Probably need a nice solution to make the API only accessible with a token in the header that gets to be an exported env var as well.
Why would this be specific to GCP? Wouldn't this be useful for Amazon Cloud, Azure, IBM Cloud, OCI ...
Nothing specific to a cloud provider, just an example. but perhaps would have been clearer if I imagined it as:
ramalama serve-remote <cloud_provider> <model_path>
If we were to do this, I would go with some syntax like:
ramalama serve --cloud <cloud_provider> <model_path>
But I think this would be a HUGE amount of work to support multiple cloud vendors and need to embed lots of knowledge about starting containers in the cloud.
- starting the remove VM
- somehow getting the MODEL pulled to the remote VM
- starting a podman.service in the remote VM.
- Connecting to the remote podman.service to pull and start a container to run the VM.
No movement on this one. I would like to get to the point as we add more services to be able to access remote servers via IP addresses.

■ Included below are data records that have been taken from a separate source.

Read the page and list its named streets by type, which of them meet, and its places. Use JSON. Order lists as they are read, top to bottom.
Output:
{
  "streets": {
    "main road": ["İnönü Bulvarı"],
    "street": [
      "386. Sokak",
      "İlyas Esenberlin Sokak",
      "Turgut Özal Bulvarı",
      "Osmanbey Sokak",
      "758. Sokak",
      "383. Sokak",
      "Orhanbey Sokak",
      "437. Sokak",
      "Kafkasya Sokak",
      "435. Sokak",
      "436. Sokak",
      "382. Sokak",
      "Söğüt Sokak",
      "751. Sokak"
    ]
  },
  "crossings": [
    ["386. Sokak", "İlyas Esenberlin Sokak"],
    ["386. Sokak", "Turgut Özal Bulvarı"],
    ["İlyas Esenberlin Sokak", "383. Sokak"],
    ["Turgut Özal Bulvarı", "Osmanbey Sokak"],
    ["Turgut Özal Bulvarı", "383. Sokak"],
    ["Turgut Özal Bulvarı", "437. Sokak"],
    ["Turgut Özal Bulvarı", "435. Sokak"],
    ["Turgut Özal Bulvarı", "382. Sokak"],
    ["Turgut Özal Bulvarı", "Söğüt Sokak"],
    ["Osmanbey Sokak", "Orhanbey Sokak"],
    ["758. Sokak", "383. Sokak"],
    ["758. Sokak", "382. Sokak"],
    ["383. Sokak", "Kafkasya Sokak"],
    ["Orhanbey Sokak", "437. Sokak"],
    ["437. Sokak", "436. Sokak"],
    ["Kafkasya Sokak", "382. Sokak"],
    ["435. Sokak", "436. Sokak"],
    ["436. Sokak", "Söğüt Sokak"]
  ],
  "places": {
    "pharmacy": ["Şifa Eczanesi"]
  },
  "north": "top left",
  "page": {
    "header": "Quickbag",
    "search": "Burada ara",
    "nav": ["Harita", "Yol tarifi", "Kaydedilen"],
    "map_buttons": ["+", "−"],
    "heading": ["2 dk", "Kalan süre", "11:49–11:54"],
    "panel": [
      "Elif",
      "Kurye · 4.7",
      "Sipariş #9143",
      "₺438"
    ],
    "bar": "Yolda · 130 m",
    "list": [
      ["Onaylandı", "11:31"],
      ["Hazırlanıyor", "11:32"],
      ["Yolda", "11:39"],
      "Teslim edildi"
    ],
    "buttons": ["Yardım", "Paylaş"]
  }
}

I agree it would be a lot of work. But I think the ability to ad-hoc, with the ease of local ramalama serve, fire up a remote endpoint under user control is powerful stuff.
I also think your list of points above are probably the main steps that need doing. I'd like to contribute to this project so I wonder if we could start to form those initial steps into a plan of how the maintainers would like to see the work done? Then break out some issues that I (and maybe other) could work on?
A friendly reminder that this issue had no activity for 30 days.
Sorry this one got lost in the flow, @bentito we would love to see an example of how this would work.
A friendly reminder that this issue had no activity for 30 days.
Since we never got additional information, closing. If new information on requirements then we can reopen the issue.